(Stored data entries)
────

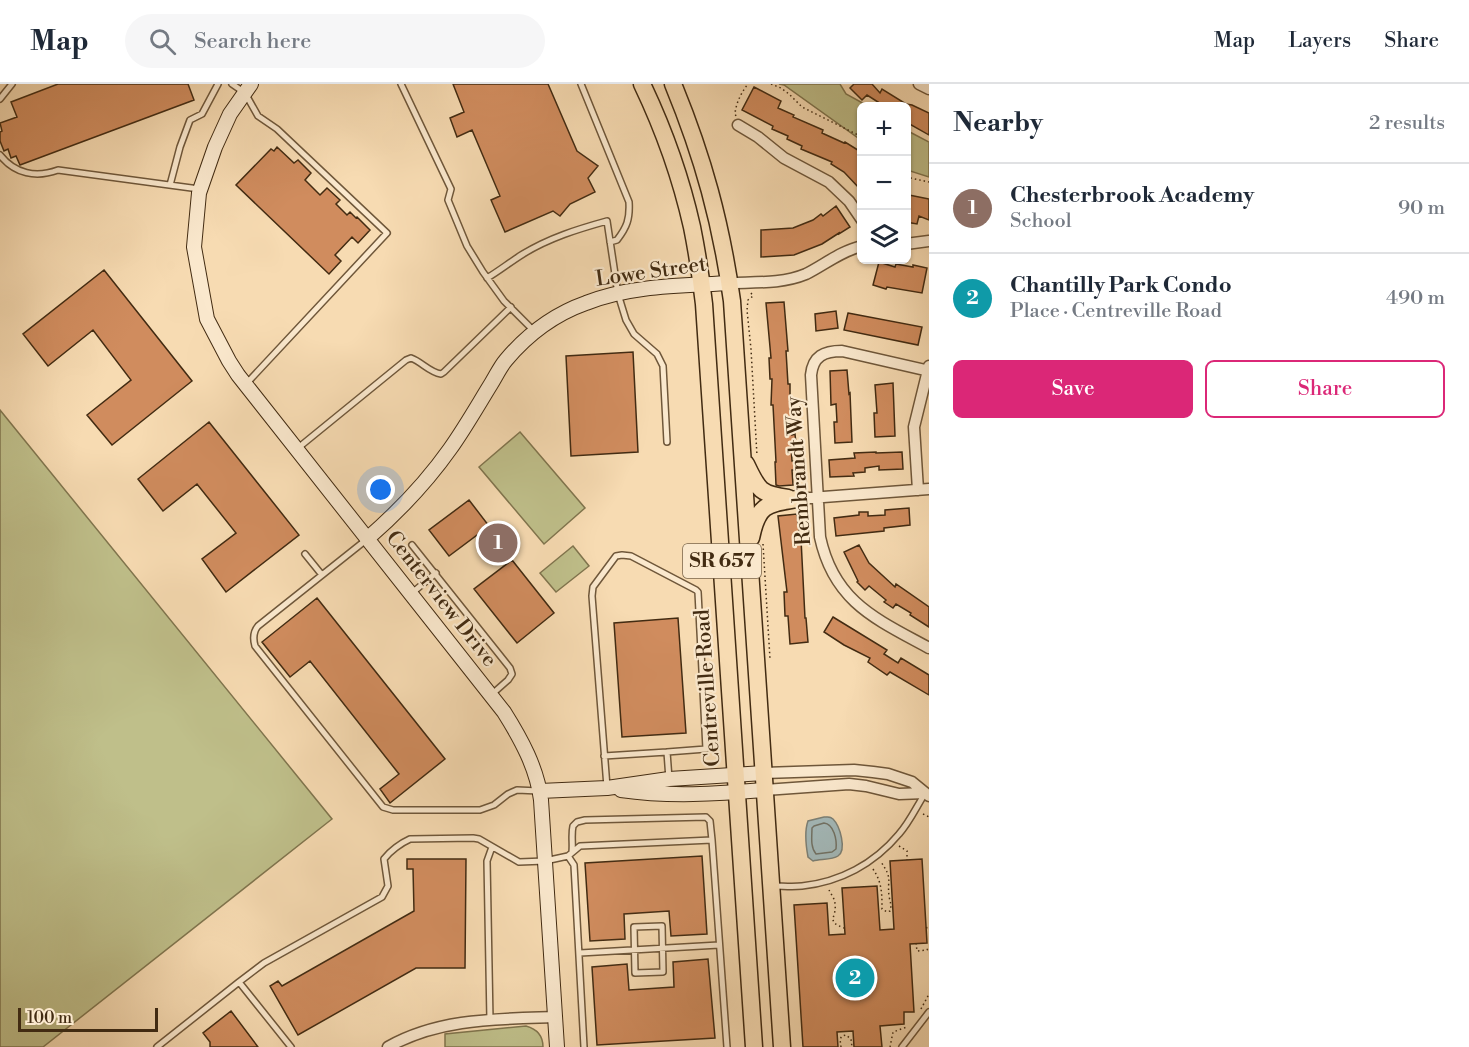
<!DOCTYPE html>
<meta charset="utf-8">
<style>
:root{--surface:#fff;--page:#f6f6f7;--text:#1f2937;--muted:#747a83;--line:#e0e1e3;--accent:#db2777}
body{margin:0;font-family:"Libre Bodoni",serif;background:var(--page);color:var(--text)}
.controls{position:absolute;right:18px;top:18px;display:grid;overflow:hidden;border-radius:9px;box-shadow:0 2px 4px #0004}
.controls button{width:54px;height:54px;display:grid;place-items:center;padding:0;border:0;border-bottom:2px solid var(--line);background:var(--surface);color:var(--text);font:30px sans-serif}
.scale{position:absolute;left:18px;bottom:15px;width:140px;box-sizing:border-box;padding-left:6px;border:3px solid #422b12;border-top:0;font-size:16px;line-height:21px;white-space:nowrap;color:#422b12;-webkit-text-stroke:4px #fae8cd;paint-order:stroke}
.you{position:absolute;left:381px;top:406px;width:21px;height:21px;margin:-15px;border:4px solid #fff;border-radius:50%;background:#1a73e8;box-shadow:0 0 0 9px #1a73e833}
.badge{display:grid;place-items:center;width:39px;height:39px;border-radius:50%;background:var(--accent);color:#fff;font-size:20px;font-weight:700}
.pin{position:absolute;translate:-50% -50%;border:3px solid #fff;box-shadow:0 2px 6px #0006}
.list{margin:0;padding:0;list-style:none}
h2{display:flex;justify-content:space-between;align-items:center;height:78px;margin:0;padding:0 24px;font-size:26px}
h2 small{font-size:20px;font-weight:400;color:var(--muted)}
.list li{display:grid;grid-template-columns:39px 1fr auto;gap:18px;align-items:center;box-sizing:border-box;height:90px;padding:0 24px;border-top:2px solid var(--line)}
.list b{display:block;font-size:22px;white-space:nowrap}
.list p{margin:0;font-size:20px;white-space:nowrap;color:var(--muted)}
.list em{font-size:20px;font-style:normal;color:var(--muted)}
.actions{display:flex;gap:12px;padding:18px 24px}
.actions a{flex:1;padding:14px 0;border:2px solid var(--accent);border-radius:9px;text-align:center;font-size:21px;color:var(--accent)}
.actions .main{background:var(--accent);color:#fff}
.icon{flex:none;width:33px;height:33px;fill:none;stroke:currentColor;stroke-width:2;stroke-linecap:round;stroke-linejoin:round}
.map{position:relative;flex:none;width:929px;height:963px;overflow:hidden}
header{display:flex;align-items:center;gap:36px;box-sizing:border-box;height:84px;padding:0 30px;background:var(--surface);border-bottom:2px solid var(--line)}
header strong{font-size:28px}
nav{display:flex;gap:33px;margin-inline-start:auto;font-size:21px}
.search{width:420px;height:54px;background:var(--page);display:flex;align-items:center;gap:15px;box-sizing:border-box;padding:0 21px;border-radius:33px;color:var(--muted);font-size:22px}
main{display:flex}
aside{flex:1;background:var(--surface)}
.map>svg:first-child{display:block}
.green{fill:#bfbf8a;stroke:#80754e;stroke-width:1.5}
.water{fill:#a3b8b8;stroke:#7c8076;stroke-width:1.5}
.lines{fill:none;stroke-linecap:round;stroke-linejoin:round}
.shore{stroke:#727265;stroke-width:1.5}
.building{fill:#d08c5e;stroke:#422b12;stroke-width:1.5}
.lane-casing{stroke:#6f573a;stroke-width:8}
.street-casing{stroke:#6f573a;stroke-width:13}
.secondary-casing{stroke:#422b12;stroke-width:16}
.primary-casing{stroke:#422b12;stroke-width:19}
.path{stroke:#422b12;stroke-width:1.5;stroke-dasharray:1.5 3;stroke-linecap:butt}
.lane{stroke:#fae8cd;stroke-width:5}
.street{stroke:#fae8cd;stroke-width:10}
.secondary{stroke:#fae8cd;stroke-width:14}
.primary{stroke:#f7dbb2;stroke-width:16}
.labels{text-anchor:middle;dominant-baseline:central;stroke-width:4.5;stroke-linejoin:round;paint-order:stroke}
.shield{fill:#fae8cd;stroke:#79644a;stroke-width:1.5}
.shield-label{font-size:20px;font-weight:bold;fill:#422b12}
.street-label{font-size:21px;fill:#422b12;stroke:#fae8cd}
</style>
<header>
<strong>Map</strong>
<div class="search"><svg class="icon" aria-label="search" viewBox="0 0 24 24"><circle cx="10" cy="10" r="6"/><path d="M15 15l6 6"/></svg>Search here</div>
<nav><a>Map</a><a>Layers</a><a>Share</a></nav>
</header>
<main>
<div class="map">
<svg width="929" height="963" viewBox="0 0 929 963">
<rect width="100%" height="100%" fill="#f7dbb2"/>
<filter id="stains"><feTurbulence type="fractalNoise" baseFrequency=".00333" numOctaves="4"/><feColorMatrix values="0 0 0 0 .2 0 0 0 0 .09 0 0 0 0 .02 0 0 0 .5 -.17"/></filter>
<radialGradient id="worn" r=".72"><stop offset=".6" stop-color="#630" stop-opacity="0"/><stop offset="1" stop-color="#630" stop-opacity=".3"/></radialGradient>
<!-- green -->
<path class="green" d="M779,0h61l6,10 22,12h-6l-1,34 -77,-55z
M906,46l23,12v35l-22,-7z
M0,326l332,409 -289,228h-43z
M520,348l65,76 -41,36 -65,-77z
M573,462l16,20 -33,26 -16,-19z
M526,942c11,3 17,9 17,21h-98v-13z"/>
<!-- water -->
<path class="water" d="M824,733c5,0 6,-1 9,2 7,7 14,31 5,37 -6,4 -18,3 -25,5l-5,-4c-2,-11 -4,-25 0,-36z"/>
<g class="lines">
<!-- shore -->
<path class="shore" d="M824,739c10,1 13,17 12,26l-4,3 -16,2c-6,-7 -4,-18 -4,-26l2,-2z"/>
</g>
<!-- building -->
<path class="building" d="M58,0h130l6,16 -174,65 -4,-9 -5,2 -3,-9 -4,2 -4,-10v-9l2,-1 -2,-8 17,-6 -6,-15z
M453,0h95l29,67 21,15 -10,12 7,14 -25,12 -10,12 -7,-5 -48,21 -14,-32 9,-4 -28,-66 -15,7 -7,-19 14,-6z
M854,0h18l8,9 2,-4 24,15 6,1 17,8v22l-23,-13v-16h-31l3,-4 -11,-7 -5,5 -12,-12z
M754,3l27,14 -3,7 16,7 -1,2 30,13 -1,3 22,10 1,-1 16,10v38l-17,-18 -13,-8 1,-2 -31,-13 1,-3 -15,-7 1,-3 -16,-7 1,-3 -31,-16z
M277,63l17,16 4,-3 13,13 -6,7 15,15 7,-7 13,12 -4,4 11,11 3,-3 6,6 1,-1 13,13 -12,13 -6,-6 -17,18 6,6 -12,13 -93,-89 35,-36 3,2z
M909,111l20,4v21l-10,-4 -2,8 -11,-2v-14z
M836,122l14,21 -11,7v-1l-17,11 -28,11 -33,2v-27l32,-2 20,-8 8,-6 2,2z
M879,178l16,5 1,-3 17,3v-2l14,3 -5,25 -35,-6 -1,2 -13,-4z
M104,186l88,111 -80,64 -25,-30 44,-35 -38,-50 -45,36 -25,-32z
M784,218l4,49h-2l2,33h2v26l1,-1 1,26 3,-1 1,10 -5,1 1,16h4l1,9h-5l1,15 -14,1 -3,-1 -1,-23h1l-3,-57h-2l1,-26h-2l-1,-21h2l-5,-55z
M836,227l2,17 -22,3 -1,-17z
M848,229l74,14 -4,18 -74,-15z
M633,268l5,100 -67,4 -5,-100z
M847,286l2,24 1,-1 2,49 -17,1 -1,-21h3l-1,-18 -5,1 -1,-34z
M893,299l2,53 -20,1 -1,-24h3l-2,-28z
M209,338l90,113 -73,57 -24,-33 34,-26 -39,-49 -34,27 -25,-32z
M876,368v1l26,-1 1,17 -24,1v-4l-14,2v4l-12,1 1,3 -24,1 -1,-17 26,-2 -1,-5z
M469,416l20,26 -40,30 -20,-26z
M909,424l1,17 -26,3v3l-48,5 -2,-18 25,-3v-3h9v4l17,-1v-5z
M797,430l3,25h1l4,79h1l2,24 -18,2 -2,-28h-3l-1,-24h3l-9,-76z
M859,461l10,18 26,24 1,-3 33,23v20l-19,-12 1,-2 -15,-9 -3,4 -9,-6 2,-2 -17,-14 -4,4 -8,-8 1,-1 -14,-29z
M512,476l42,53 -37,30 -43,-54z
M317,514l128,161 -55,44 -10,-14 19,-15 -89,-113 -20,16 -28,-35z
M833,533l54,33 -3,4 14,9 3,-5 28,17v20l-39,-23 -3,3 -19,-13 2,-4 -26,-13 -20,-13z
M678,534l8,115 -64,4 -8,-114z
M702,772l5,78 -36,2 -2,-25 -45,3 1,25 -35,2 -5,-78z
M407,775h59l-1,109h-49l-118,67 -28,-49 8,-5 4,5 132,-75 -1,-42h-6z
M922,775l5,84 -17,1 4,68h-10v12l-24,2 2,21h-28l-1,-16 -16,1 1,15h-35l-9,-142 33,-2 2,32 16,-1 -3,-46 35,-2 3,44 14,-1 -4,-68z
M708,875l7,79 -118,7 -5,-78 35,-3 2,26 45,-3 -1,-25z
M231,927l27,36h-48v-5l-7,-9z"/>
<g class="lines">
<defs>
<path id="lane" d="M232,0l13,9 13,23 19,13 110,104 -140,150
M401,0l50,105 -3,11 19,46 16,26 21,29 29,29
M581,0l48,118c1,17 -2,25 -12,38l-7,2
M0,15l12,-15
M0,71c15,19 36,23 58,15l141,19
M170,101l10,-38 10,-27 12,-6 16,-30
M487,194c12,-7 23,-16 36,-24 26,-16 55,-25 84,-33l11,73 8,26 8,14 23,20 6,12 4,76
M298,364l108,-88 5,-2c11,4 18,14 30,16l3,-2 67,-65
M366,456l-108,86c-5,6 -5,13 -3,20l128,161 10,3h87l14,-5 14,-11 9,-4 22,1
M412,461l98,123 2,6 -4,6 -17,15
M305,470l17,21
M412,509l24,-20
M604,672l63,-4 2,27
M607,703l-15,-191 1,-9 23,-31 6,-1 9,1 65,34 2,2 8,157 -39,3
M572,768c1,-9 -1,-17 1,-26l4,-4 8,-2 121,-3 4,4 2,19
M568,772l6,9 10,182
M773,802c10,0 19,1 29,0 38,-4 72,-22 97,-52 10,-11 17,-26 25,-39
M662,842l1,46 -28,1 -1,-46z
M580,869l139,-8
M239,898l25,-19 118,-66 6,-11 -4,-27c6,-8 17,-16 26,-20l63,-1 6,1 40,23 26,-1 23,-5 12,-10 132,-6 15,207
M490,936l-3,-159 5,-14
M157,963l82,-65 52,65
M902,963l27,-35"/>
<path id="street" d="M919,0l10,5
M738,41l20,12 26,21 45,24 20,19 13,19
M906,160l23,-3
M730,199c25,-1 52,1 76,-9 18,-9 35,-23 56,-28
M929,287l-87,-20c-18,0 -29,5 -31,24l9,162c14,65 56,82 109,111
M918,406l-4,-63 15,-61
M797,415l132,-10
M764,689l90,-3 19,2 15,2 24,8 17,14
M765,706l84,-6 17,2 33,8 26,-1
M388,963c51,-29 110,-28 167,-30"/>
<path id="secondary" d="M251,0l-21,30 -15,33 -16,46 -5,54 13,72 22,42 9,14 266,337c17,27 33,56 37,88l16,247
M367,455c31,-27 59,-56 83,-90 15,-21 28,-44 41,-65 5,-8 9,-17 15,-24 21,-25 49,-46 80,-57 45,-18 97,-17 144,-20
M621,706c47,7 97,4 144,0
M540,707l67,-3 62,-9 95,-6"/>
<path id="primary" d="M642,0c22,46 39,94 50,143 5,25 9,51 12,77l50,743
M673,0c30,73 48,138 59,217l50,746
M746,380c12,25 13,30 42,34
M751,454c7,-34 16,-34 46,-39"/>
</defs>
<!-- lane casing -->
<use href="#lane" class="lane-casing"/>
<!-- street casing -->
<use href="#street" class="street-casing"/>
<!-- secondary casing -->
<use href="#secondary" class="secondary-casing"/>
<!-- primary casing -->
<use href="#primary" class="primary-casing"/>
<!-- path -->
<path class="path" d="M771,0l10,4 8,6 13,13 60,30
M736,32l-1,-2c1,-11 6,-21 13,-30
M906,93l23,5
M751,209l2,3 -5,4 -1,10 4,39 6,107
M763,460l7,115
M923,730l6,3
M899,762l8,5v9
M873,785c9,13 9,25 9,40l5,3 3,-1c2,-6 0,-9 -1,-15 -2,-17 4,-17 -8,-34
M829,806c2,4 6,9 6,14 2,14 -10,17 9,24
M926,844l3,-1
M916,859l1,8 10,-1 2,-4
M921,925l8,-15
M841,963l-1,-8 2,-3 4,-1 5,4 1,8
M890,963l3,-15 14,-5"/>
<!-- lane -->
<use href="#lane" class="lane"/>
<!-- street -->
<use href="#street" class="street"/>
<!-- secondary -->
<use href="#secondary" class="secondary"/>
<!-- primary -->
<use href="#primary" class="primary"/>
</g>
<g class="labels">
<!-- shield labels -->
<rect class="shield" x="683" y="460" width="78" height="34" rx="4.5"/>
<g class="shield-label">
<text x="722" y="477">SR 657</text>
</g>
<!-- street labels -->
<g class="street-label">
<text transform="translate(651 188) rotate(-8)">Lowe Street</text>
<text transform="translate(799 387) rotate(-94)">Rembrandt Way</text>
<text transform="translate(441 515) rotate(52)">Centerview Drive</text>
<text transform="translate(708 604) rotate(-94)">Centreville Road</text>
</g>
</g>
<rect width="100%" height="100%" filter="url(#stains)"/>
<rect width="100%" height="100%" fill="url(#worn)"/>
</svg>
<div class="controls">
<button>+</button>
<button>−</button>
<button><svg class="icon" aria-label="layers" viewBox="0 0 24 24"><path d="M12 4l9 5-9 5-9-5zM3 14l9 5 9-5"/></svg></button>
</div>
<div class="scale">100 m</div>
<div class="you"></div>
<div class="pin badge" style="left:498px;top:459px;background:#8d6e63">1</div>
<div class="pin badge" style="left:855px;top:894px;background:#0f9aa8">2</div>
</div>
<aside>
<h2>Nearby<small>2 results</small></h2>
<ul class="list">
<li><span class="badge" style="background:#8d6e63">1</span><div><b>Chesterbrook Academy</b><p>School</p></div><em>90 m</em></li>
<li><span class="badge" style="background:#0f9aa8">2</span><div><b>Chantilly Park Condo</b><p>Place · Centreville Road</p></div><em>490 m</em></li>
</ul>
<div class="actions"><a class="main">Save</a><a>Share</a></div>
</aside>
</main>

────

* Your task
What lines of the data contain the string "shadow"? List them.

* Exercise output
.controls{position:absolute;right:18px;top:18px;display:grid;overflow:hidden;border-radius:9px;box-shadow:0 2px 4px #0004}
.you{position:absolute;left:381px;top:406px;width:21px;height:21px;margin:-15px;border:4px solid #fff;border-radius:50%;background:#1a73e8;box-shadow:0 0 0 9px #1a73e833}
.pin{position:absolute;translate:-50% -50%;border:3px solid #fff;box-shadow:0 2px 6px #0006}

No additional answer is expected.